Trump avverte: “Rischiamo di lasciare la Nato”
Trump avverte – Gli Stati Uniti potrebbero valutare seriamente l’uscita dalla Nato se gli alleati non contribuiranno maggiormente alle spese militari. Lo ha dichiarato il presidente eletto Donald Trump in un’intervista trasmessa domenica dall’emittente Nbc, ribadendo una posizione già espressa durante la sua campagna elettorale e il primo mandato.
“Se gli alleati pagano la loro parte e trattano gli Stati Uniti in modo equo, allora sì, resteremo nella Nato”, ha affermato Trump. Tuttavia, ha chiarito che in caso contrario l’opzione di lasciare l’Alleanza atlantica sarebbe “assolutamente” sul tavolo.
Pressione sugli alleati per maggiori contributi
Trump ha da tempo criticato i Paesi membri della Nato, accusandoli di scaricare gran parte dei costi di difesa sugli Stati Uniti, che da soli coprono la maggioranza delle spese militari dell’Alleanza. Le sue dichiarazioni di domenica segnano un nuovo picco di tensione, preoccupando profondamente i governi europei e il Canada.
L’articolo 5 della Nato, che prevede la difesa collettiva in caso di attacco a un Paese membro, rimane centrale nella strategia dell’Alleanza. Tuttavia, Trump insiste sul fatto che i partner devono rispettare l’obiettivo del 2% del PIL da destinare alla spesa militare, un impegno stabilito durante il vertice del Galles del 2014.
Attualmente, meno di un terzo dei membri ha raggiunto questa soglia, una disparità che secondo Trump minaccia la sostenibilità dell’Alleanza.
Implicazioni globali e tensioni in Ucraina
Le dichiarazioni di Trump arrivano in un momento critico per la Nato, impegnata a fronteggiare una serie di sfide, tra cui la guerra in Ucraina e le tensioni in Medio Oriente.

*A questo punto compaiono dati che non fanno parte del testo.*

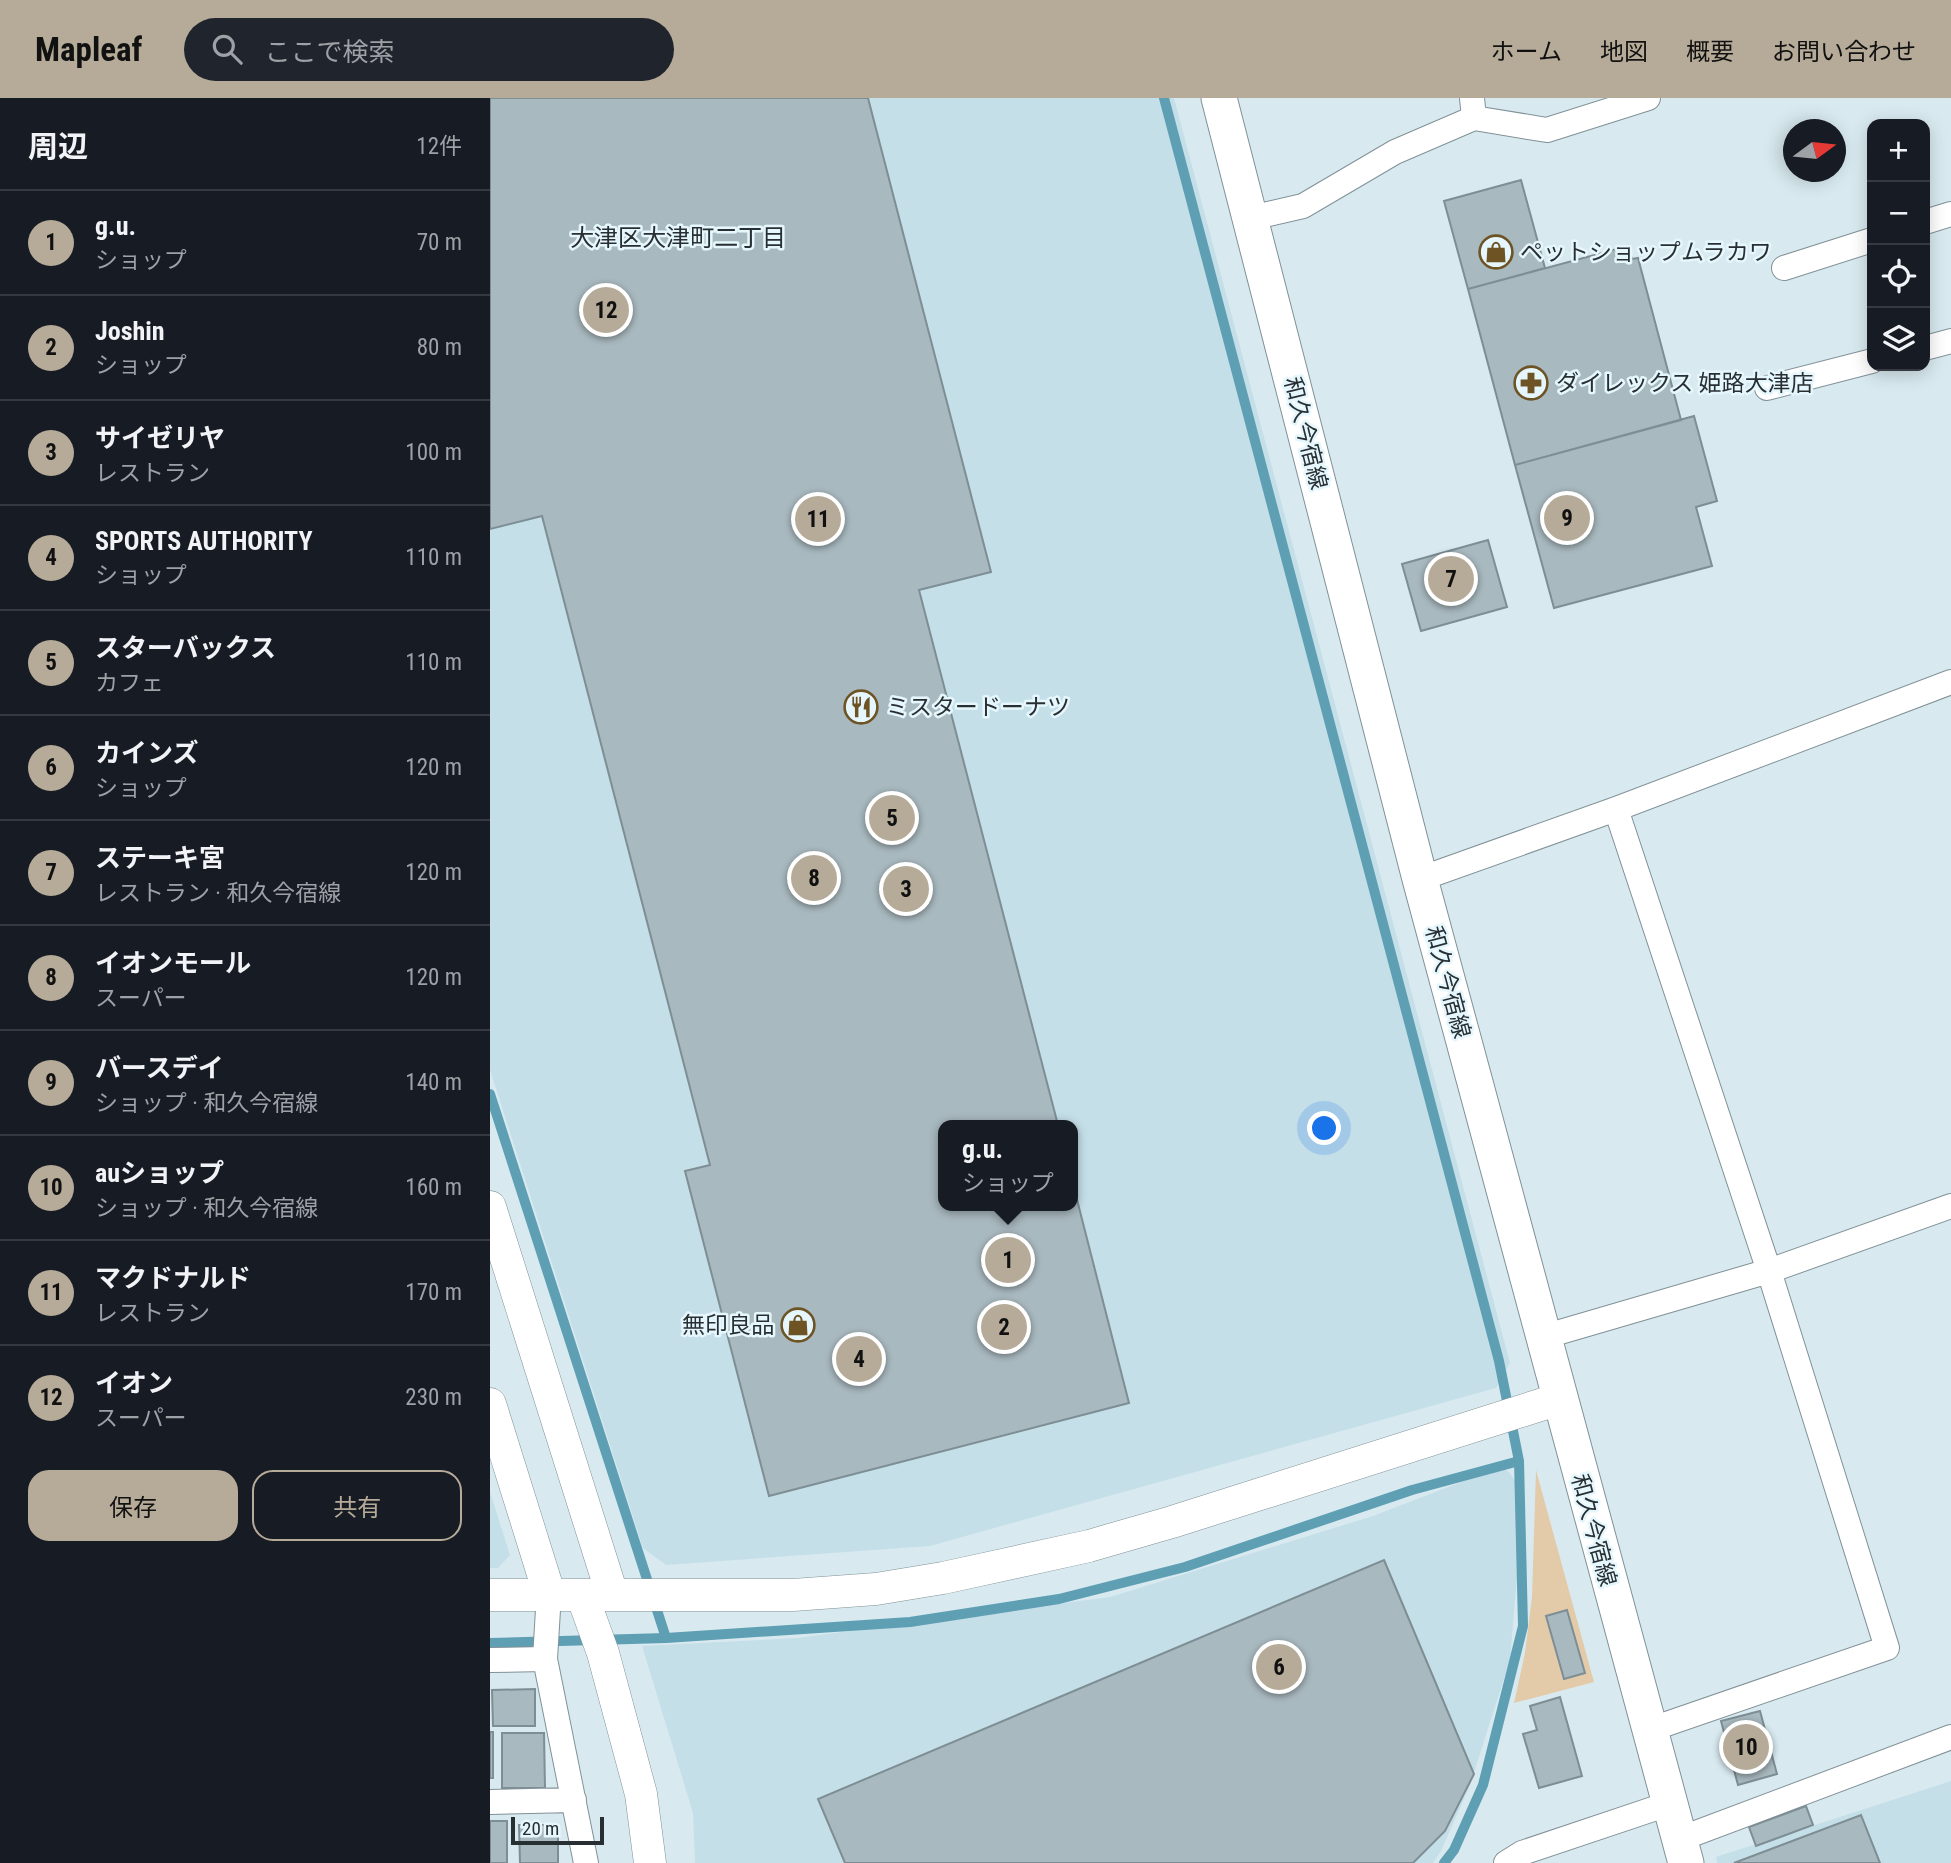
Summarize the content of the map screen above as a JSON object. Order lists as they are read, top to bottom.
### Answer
{
  "streets": {
    "main road": ["和久今宿線"]
  },
  "districts": ["大津区大津町二丁目"],
  "places": {
    "shop": ["ペットショップムラカワ", "無印良品"],
    "pharmacy": ["ダイレックス 姫路大津店"],
    "restaurant": ["ミスタードーナツ"]
  },
  "scale_bar": "20 m",
  "north": "right",
  "page": {
    "header": "Mapleaf",
    "search": "ここで検索",
    "nav": [
      "ホーム",
      "地図",
      "概要",
      "お問い合わせ"
    ],
    "heading": ["周辺", "12件"],
    "map_buttons": ["+", "−"],
    "list": [
      {
        "mark": "1",
        "name": "g.u.",
        "note": "ショップ",
        "value": "70 m"
      },
      {
        "mark": "2",
        "name": "Joshin",
        "note": "ショップ",
        "value": "80 m"
      },
      {
        "mark": "3",
        "name": "サイゼリヤ",
        "note": "レストラン",
        "value": "100 m"
      },
      {
        "mark": "4",
        "name": "SPORTS AUTHORITY",
        "note": "ショップ",
        "value": "110 m"
      },
      {
        "mark": "5",
        "name": "スターバックス",
        "note": "カフェ",
        "value": "110 m"
      },
      {
        "mark": "6",
        "name": "カインズ",
        "note": "ショップ",
        "value": "120 m"
      },
      {
        "mark": "7",
        "name": "ステーキ宮",
        "note": "レストラン · 和久今宿線",
        "value": "120 m"
      },
      {
        "mark": "8",
        "name": "イオンモール",
        "note": "スーパー",
        "value": "120 m"
      },
      {
        "mark": "9",
        "name": "バースデイ",
        "note": "ショップ · 和久今宿線",
        "value": "140 m"
      },
      {
        "mark": "10",
        "name": "auショップ",
        "note": "ショップ · 和久今宿線",
        "value": "160 m"
      },
      {
        "mark": "11",
        "name": "マクドナルド",
        "note": "レストラン",
        "value": "170 m"
      },
      {
        "mark": "12",
        "name": "イオン",
        "note": "スーパー",
        "value": "230 m"
      }
    ],
    "pins": [
      "12",
      "9",
      "11",
      "7",
      "5",
      "8",
      "3",
      "1",
      "2",
      "4",
      "6",
      "10"
    ],
    "popup": ["g.u.", "ショップ"],
    "buttons": ["保存", "共有"],
    "scale": "20 m"
  }
}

Proprio venerdì scorso, prima di un incontro con il presidente ucraino Volodymyr Zelensky a Parigi, Trump ha anticipato la possibilità di una riduzione significativa degli aiuti statunitensi a Kiev.

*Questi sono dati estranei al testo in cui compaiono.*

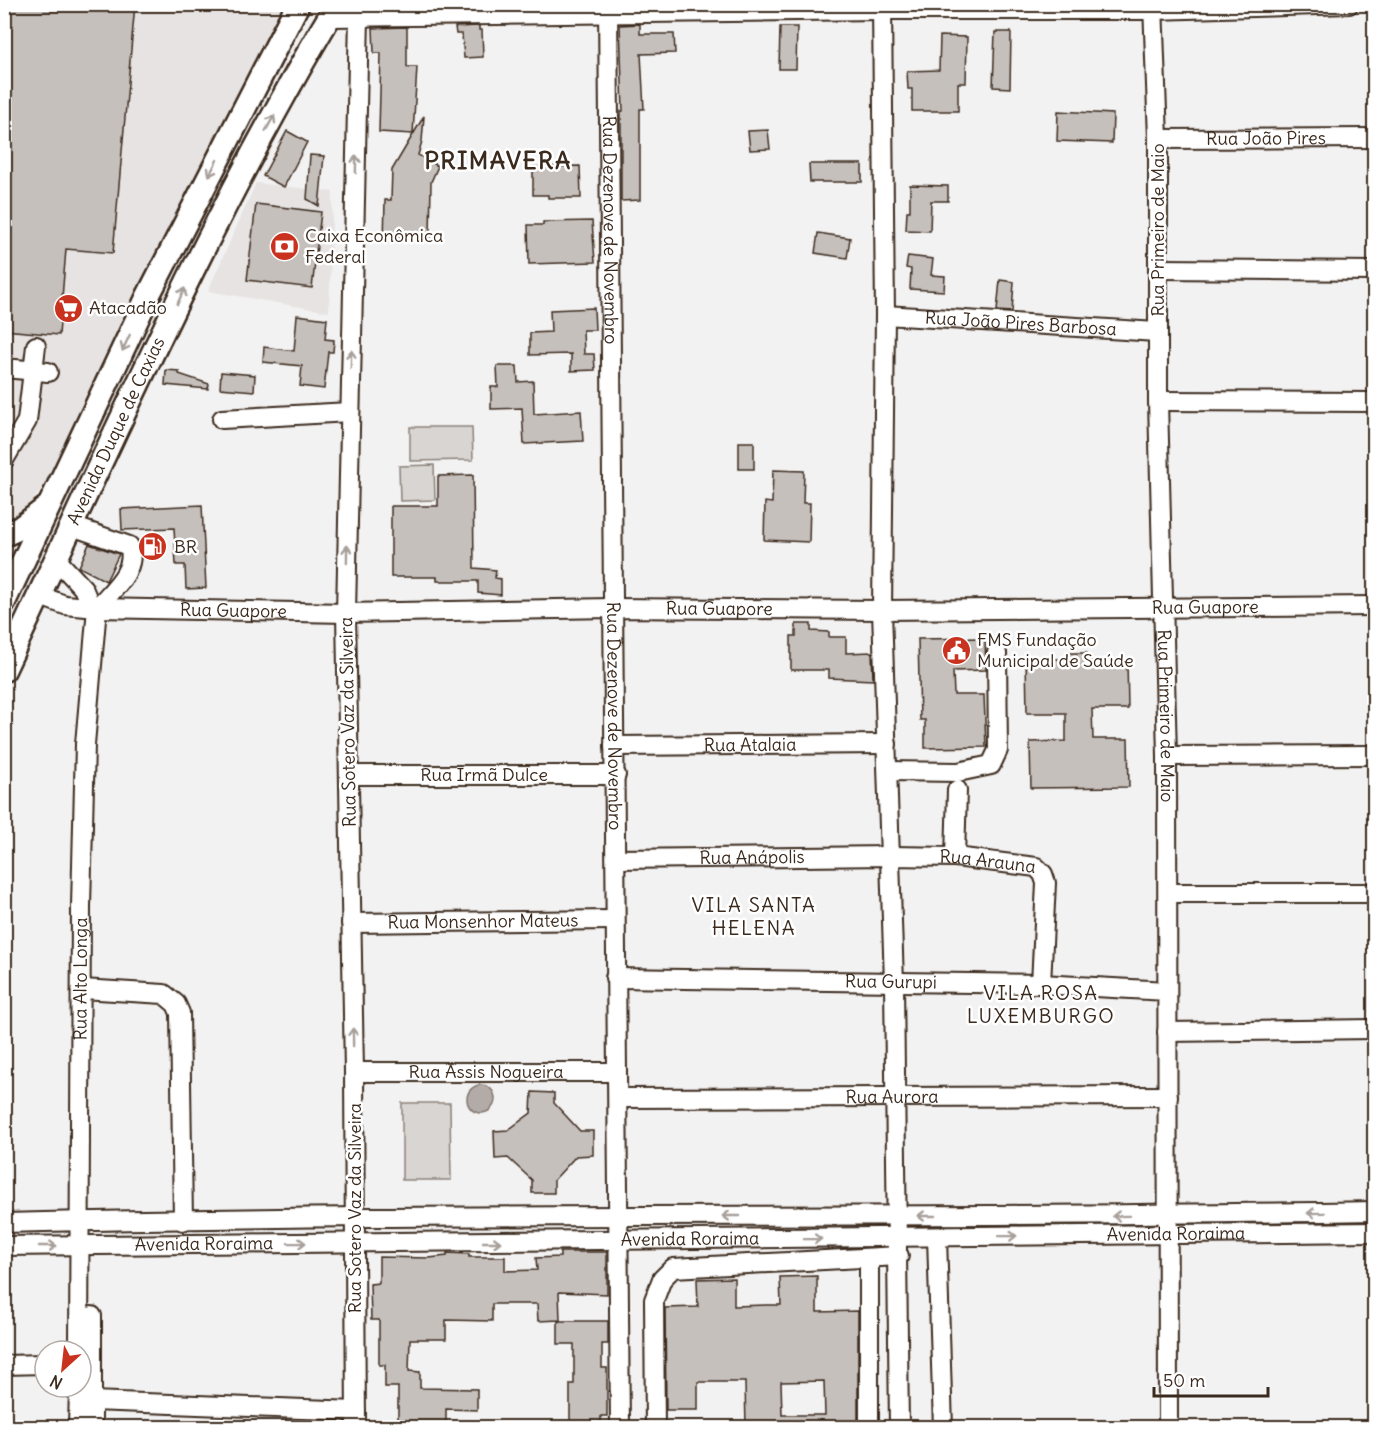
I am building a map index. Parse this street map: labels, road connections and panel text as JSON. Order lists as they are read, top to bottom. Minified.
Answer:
{"streets":{"main road":["Avenida Duque de Caxias","Rua Guapore"],"street":["Rua João Pires","Rua Dezenove de Novembro","Rua Primeiro de Maio","Rua João Pires Barbosa","Rua Sotero Vaz da Silveira","Rua Atalaia","Rua Irmã Dulce","Rua Anápolis","Rua Arauna","Rua Monsenhor Mateus","Rua Alto Longa","Rua Gurupi","Rua Assis Nogueira","Rua Aurora","Avenida Roraima"]},"crossings":[["Rua João Pires","Rua Primeiro de Maio"],["Rua Dezenove de Novembro","Rua Guapore"],["Rua Dezenove de Novembro","Rua Atalaia"],["Rua Dezenove de Novembro","Rua Irmã Dulce"],["Rua Dezenove de Novembro","Rua Anápolis"],["Rua Dezenove de Novembro","Rua Monsenhor Mateus"],["Rua Dezenove de Novembro","Rua Gurupi"],["Rua Dezenove de Novembro","Rua Assis Nogueira"],["Rua Dezenove de Novembro","Rua Aurora"],["Rua Dezenove de Novembro","Avenida Roraima"],["Rua Primeiro de Maio","Rua João Pires Barbosa"],["Rua Primeiro de Maio","Rua Guapore"],["Rua Primeiro de Maio","Rua Gurupi"],["Rua Primeiro de Maio","Rua Aurora"],["Rua Primeiro de Maio","Avenida Roraima"],["Avenida Duque de Caxias","Rua Guapore"],["Rua Guapore","Rua Sotero Vaz da Silveira"],["Rua Guapore","Rua Alto Longa"],["Rua Sotero Vaz da Silveira","Rua Irmã Dulce"],["Rua Sotero Vaz da Silveira","Rua Monsenhor Mateus"],["Rua Sotero Vaz da Silveira","Rua Assis Nogueira"],["Rua Sotero Vaz da Silveira","Avenida Roraima"],["Rua Anápolis","Rua Arauna"],["Rua Arauna","Rua Gurupi"],["Rua Alto Longa","Avenida Roraima"]],"one_way":["Rua Sotero Vaz da Silveira"],"districts":["PRIMAVERA","VILA SANTA HELENA","VILA ROSA LUXEMBURGO"],"places":{"bank":["Caixa Econômica Federal"],"supermarket":["Atacadão"],"fuel station":["BR"],"public building":["FMS Fundação Municipal de Saúde"]},"scale_bar":"50 m","north":"bottom left"}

“Gli Stati Uniti stanno già facendo molto per sostenere l’Ucraina. È tempo che anche gli altri contribuiscano in modo proporzionato”, ha affermato il presidente eletto, sottolineando che Washington non intende farsi carico da sola del peso economico e militare del conflitto.

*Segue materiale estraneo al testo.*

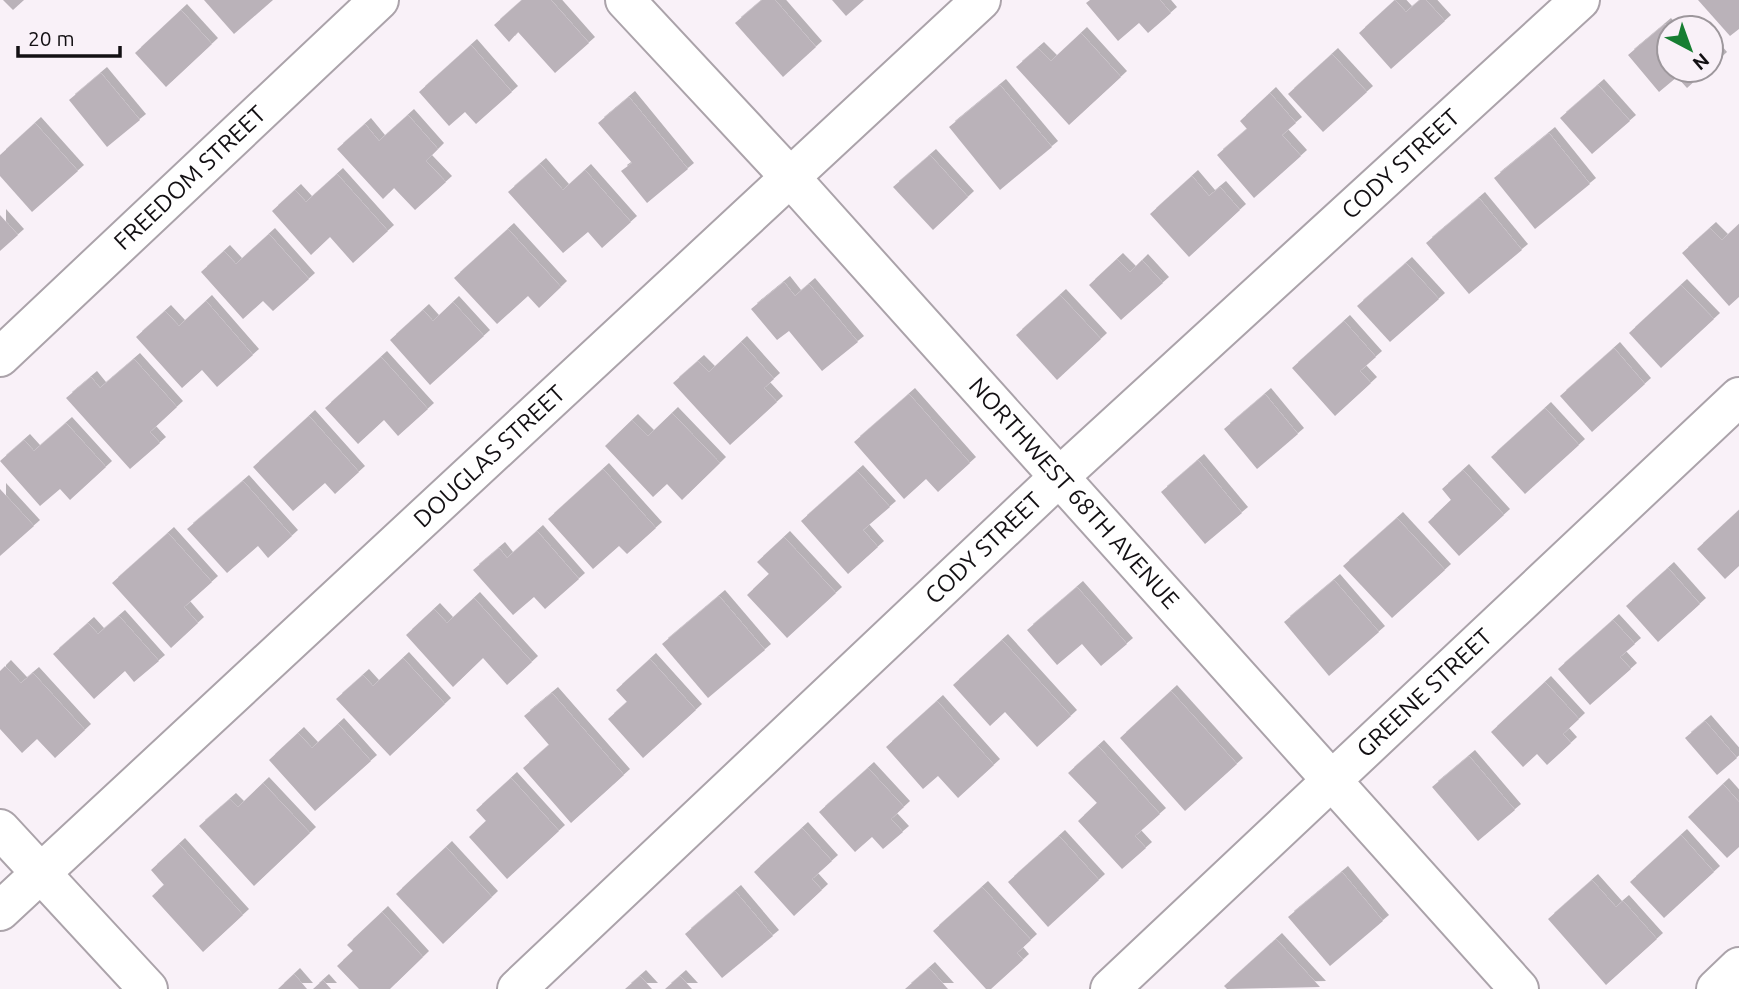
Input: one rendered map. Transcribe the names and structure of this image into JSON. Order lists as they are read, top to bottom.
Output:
{
  "streets": {
    "street": [
      "CODY STREET",
      "FREEDOM STREET",
      "DOUGLAS STREET",
      "NORTHWEST 68TH AVENUE",
      "GREENE STREET"
    ]
  },
  "crossings": [
    ["CODY STREET", "NORTHWEST 68TH AVENUE"],
    ["DOUGLAS STREET", "NORTHWEST 68TH AVENUE"],
    ["NORTHWEST 68TH AVENUE", "GREENE STREET"]
  ],
  "scale_bar": "20 m",
  "north": "bottom right"
}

Questa posizione potrebbe avere conseguenze pesanti per l’Ucraina, che dipende fortemente dal supporto statunitense per difendersi dall’aggressione russa. Una riduzione degli aiuti potrebbe inoltre rafforzare le critiche nei confronti di Trump da parte di alcuni leader europei, che temono un ulteriore indebolimento della coesione transatlantica.
Reazioni internazionali
Le parole di Trump hanno generato un immediato dibattito a livello internazionale.
- Unione Europea: Diversi leader europei hanno espresso preoccupazione, ricordando che la Nato rappresenta un pilastro fondamentale per la sicurezza del continente.
- Canada: Il primo ministro Justin Trudeau ha sottolineato l’impegno del suo Paese ad aumentare gradualmente la spesa per la difesa, ma ha avvertito che un’uscita degli Usa destabilizzerebbe l’intero sistema di sicurezza globale.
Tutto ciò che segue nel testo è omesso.